### [Task objective]
From the line below that contains "height:20px; margin:-10px; padding:0" to the line that contains "width:22px; height:22px; translate:-50%", repeat every line exactly, both ends included, and nothing else.

########

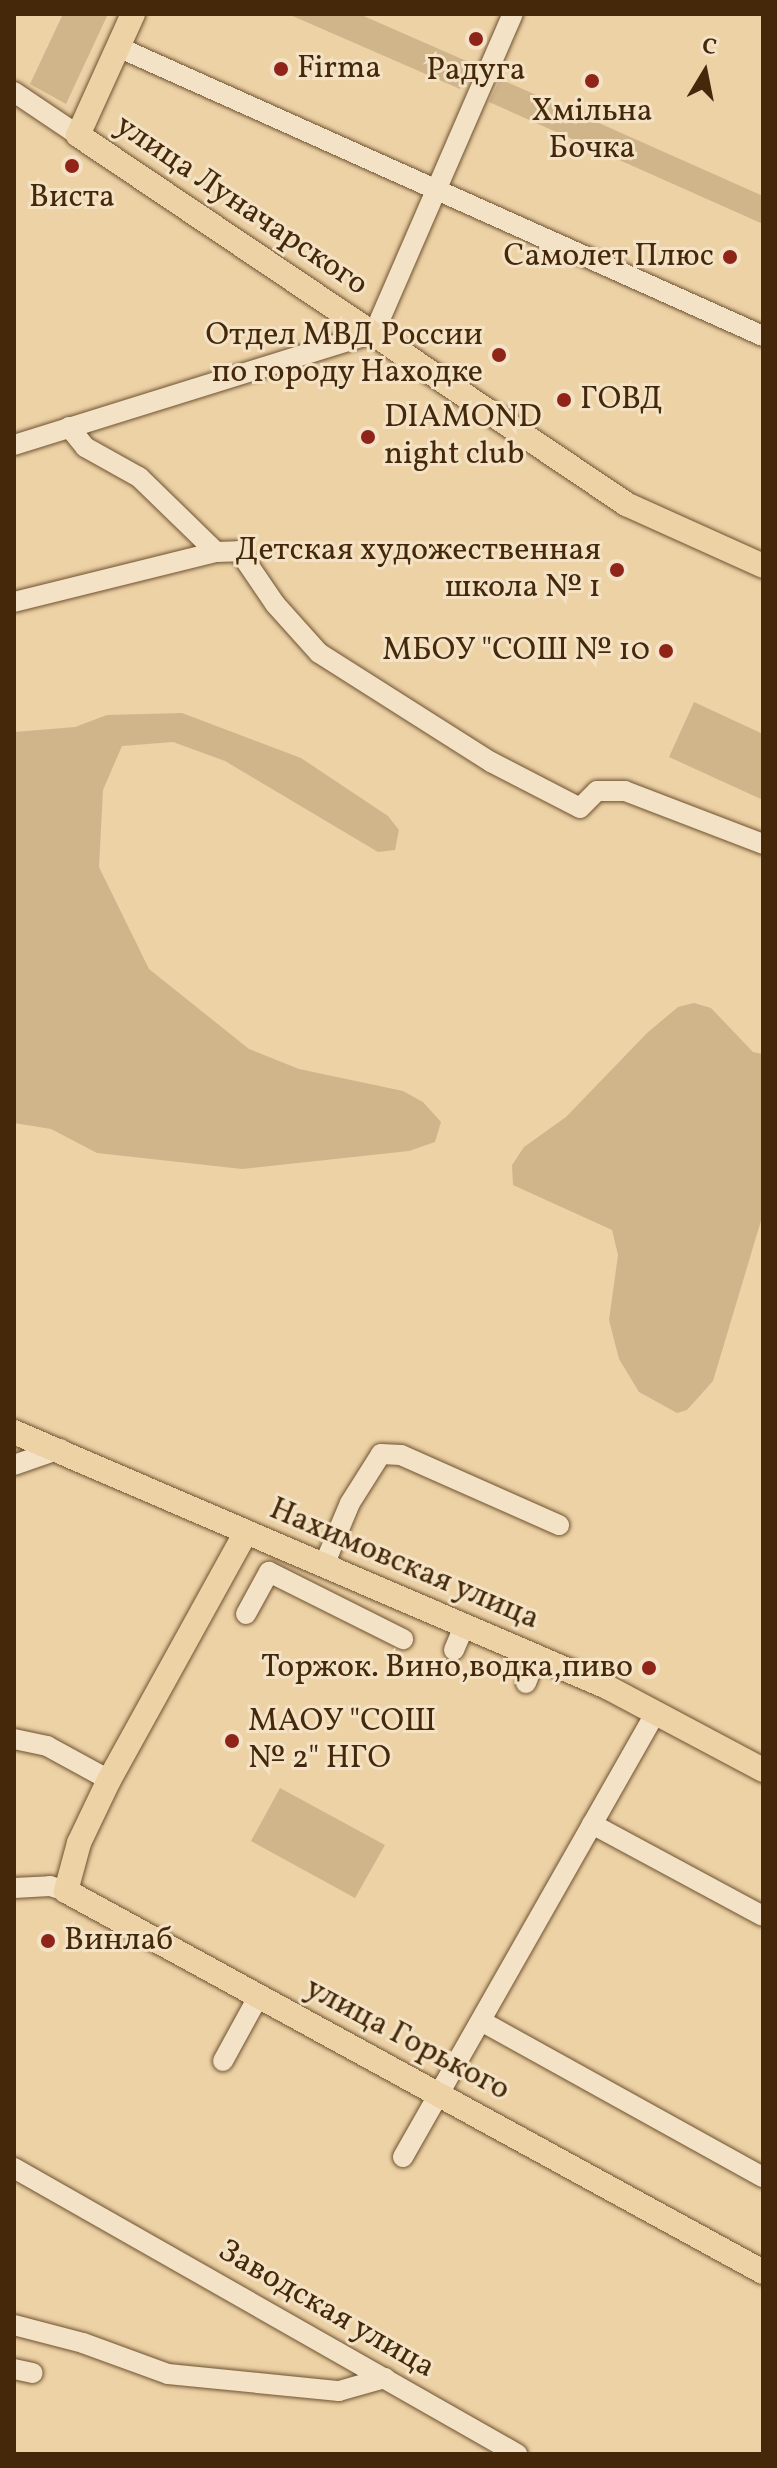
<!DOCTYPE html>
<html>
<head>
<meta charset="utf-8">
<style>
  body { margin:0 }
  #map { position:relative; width:777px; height:2468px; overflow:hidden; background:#edd2a6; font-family:Vollkorn,serif }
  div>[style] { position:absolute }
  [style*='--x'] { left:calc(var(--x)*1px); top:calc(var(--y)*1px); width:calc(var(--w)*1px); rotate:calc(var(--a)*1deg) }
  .green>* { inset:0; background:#d0b58b }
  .roads { filter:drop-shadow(0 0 2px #6e5230) drop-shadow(0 0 2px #6e5230) }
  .minor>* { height:20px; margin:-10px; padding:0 10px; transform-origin:10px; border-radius:10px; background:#f3e2c5 }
  .major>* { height:24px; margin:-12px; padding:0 12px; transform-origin:12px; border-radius:12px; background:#edd2a6 }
  .dots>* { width:22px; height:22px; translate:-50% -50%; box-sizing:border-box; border:4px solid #f3e2c5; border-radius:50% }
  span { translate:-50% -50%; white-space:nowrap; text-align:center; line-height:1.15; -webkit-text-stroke:6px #f3e2c5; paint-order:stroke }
  .poi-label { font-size:32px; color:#442809 }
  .left { translate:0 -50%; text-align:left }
  .right { translate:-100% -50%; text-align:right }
  .street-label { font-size:32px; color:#442809 }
  .frame { position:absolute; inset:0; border:16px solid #442809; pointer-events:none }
  .north { position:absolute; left:665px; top:32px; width:80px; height:80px; -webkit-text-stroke:6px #f3e2c5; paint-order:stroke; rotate:10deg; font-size:22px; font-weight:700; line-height:32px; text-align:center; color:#442809 }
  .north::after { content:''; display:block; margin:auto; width:28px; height:36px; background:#442809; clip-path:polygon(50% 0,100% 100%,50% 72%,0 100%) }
</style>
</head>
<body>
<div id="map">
  <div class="green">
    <div style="clip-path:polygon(63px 14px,108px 14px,66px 104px,30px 84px)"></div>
    <div style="clip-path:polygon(288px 14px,359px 14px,471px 63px,460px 89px)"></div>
    <div style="clip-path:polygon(500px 79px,763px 196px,763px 224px,489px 102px)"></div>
    <div style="clip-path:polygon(694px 702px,763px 734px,763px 800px,669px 757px)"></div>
    <div style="clip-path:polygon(182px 713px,301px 758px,388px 816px,399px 830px,395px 850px,378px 852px,225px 761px,173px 742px,122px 746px,103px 790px,99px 867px,149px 969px,249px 1049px,299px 1069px,403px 1091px,423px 1102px,441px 1122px,435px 1142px,409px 1151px,242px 1169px,97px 1153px,51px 1129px,14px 1123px,14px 732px,75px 727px,107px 715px)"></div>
    <div style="clip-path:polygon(694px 1003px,711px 1008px,753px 1052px,763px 1054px,763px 1214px,713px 1381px,687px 1410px,677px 1413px,639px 1392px,619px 1359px,609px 1320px,618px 1255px,612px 1230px,513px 1185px,512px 1165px,524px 1147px,566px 1117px,647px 1033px,678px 1007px)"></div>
    <div style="clip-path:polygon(280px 1788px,385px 1845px,355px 1898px,251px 1841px)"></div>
  </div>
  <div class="roads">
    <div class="minor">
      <div style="--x:118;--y:47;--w:707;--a:24.14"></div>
      <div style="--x:14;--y:92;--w:77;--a:33.9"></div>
      <div style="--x:69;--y:427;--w:26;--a:51"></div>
      <div style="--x:85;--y:447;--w:62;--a:29.1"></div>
      <div style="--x:139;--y:477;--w:107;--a:44.2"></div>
      <div style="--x:216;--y:552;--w:23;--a:-2"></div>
      <div style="--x:239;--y:551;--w:64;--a:55.8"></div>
      <div style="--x:275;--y:604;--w:66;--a:48.1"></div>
      <div style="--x:319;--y:653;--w:204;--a:32.4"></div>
      <div style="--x:491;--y:762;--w:100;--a:27.3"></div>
      <div style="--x:580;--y:808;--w:24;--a:-45"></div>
      <div style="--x:597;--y:791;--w:28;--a:0"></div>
      <div style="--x:625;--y:791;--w:148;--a:21"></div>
      <div style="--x:14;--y:445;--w:377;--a:-17.3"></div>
      <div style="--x:374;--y:333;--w:348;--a:-66.5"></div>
      <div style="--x:14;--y:602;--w:208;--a:-13.9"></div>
      <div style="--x:14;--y:1465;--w:49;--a:-19.2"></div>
      <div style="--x:324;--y:1565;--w:67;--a:-67.2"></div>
      <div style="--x:350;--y:1503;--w:58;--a:-57.7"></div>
      <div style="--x:381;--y:1454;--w:20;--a:3"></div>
      <div style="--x:401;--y:1455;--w:173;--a:23.9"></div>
      <div style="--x:246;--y:1614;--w:48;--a:-61.3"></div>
      <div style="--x:269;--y:1572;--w:150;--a:26.6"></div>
      <div style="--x:454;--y:1650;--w:26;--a:-67"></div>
      <div style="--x:526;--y:1683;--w:28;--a:-69"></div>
      <div style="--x:14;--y:1739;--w:34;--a:12"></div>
      <div style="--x:47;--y:1746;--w:71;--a:28.7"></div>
      <div style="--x:592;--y:1824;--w:194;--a:28.3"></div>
      <div style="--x:14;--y:1888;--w:36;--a:-3"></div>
      <div style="--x:50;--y:1886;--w:17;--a:17"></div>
      <div style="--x:481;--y:2021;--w:322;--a:29"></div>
      <div style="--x:223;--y:2061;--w:73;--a:-61.3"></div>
      <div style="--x:403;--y:2157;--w:512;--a:-60.38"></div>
      <div style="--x:14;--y:2168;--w:579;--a:29.62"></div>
      <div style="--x:14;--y:2325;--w:71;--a:14.6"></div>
      <div style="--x:83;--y:2343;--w:90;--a:20"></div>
      <div style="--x:168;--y:2374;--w:172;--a:5.7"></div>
      <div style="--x:339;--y:2391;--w:48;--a:-15.8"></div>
      <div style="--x:14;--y:2369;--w:19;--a:12"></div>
    </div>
    <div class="major">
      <div style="--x:133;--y:14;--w:133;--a:114.4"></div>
      <div style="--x:78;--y:135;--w:661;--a:33.95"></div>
      <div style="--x:626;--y:504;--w:150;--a:24.3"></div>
      <div style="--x:14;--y:1432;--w:646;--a:23.27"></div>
      <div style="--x:607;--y:1687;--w:177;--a:28"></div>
      <div style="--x:246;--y:1532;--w:283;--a:118.9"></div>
      <div style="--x:109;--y:1780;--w:70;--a:115.5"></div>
      <div style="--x:79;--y:1843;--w:50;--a:105.2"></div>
      <div style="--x:66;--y:1891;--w:794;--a:28.66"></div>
    </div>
  </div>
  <div class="dots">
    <div style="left:476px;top:39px;background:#8f2418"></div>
    <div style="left:281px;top:69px;background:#8f2418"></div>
    <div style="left:592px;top:81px;background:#8f2418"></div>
    <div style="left:72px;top:166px;background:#8f2418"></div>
    <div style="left:730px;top:257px;background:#8f2418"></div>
    <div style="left:499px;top:355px;background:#8f2418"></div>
    <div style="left:564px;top:400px;background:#8f2418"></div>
    <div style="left:368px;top:437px;background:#8f2418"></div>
    <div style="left:617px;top:570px;background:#8f2418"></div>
    <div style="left:666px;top:651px;background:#8f2418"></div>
    <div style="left:649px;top:1668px;background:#8f2418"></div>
    <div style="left:232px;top:1741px;background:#8f2418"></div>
    <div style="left:48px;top:1941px;background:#8f2418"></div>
  </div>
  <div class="poi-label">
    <span class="left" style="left:297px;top:69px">Firma</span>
    <span style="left:476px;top:71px">Радуга</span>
    <span style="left:592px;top:131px">Хмільна<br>Бочка</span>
    <span style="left:72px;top:198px">Виста</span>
    <span class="right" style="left:714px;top:257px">Самолет Плюс</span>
    <span class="right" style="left:483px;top:355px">Отдел МВД России<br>по городу Находке</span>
    <span class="left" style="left:580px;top:400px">ГОВД</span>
    <span class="left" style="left:384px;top:437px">DIAMOND<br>night club</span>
    <span class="right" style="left:601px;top:570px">Детская художественная<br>школа № 1</span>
    <span class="right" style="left:650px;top:651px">МБОУ "СОШ № 10</span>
    <span class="right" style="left:633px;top:1668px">Торжок. Вино,водка,пиво</span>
    <span class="left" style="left:248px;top:1741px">МАОУ "СОШ<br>№ 2" НГО</span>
    <span class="left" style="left:64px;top:1941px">Винлаб</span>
  </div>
  <div class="street-label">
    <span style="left:241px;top:206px;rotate:34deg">улица Луначарского</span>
    <span style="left:404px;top:1565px;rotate:23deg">Нахимовская улица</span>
    <span style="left:407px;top:2040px;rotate:28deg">улица Горького</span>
    <span style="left:326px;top:2310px;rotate:30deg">Заводская улица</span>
  </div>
  <div class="frame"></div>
  <div class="north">С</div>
</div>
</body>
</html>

########

### [Answer box]
  .minor>* { height:20px; margin:-10px; padding:0 10px; transform-origin:10px; border-radius:10px; background:#f3e2c5 }
  .major>* { height:24px; margin:-12px; padding:0 12px; transform-origin:12px; border-radius:12px; background:#edd2a6 }
  .dots>* { width:22px; height:22px; translate:-50% -50%; box-sizing:border-box; border:4px solid #f3e2c5; border-radius:50% }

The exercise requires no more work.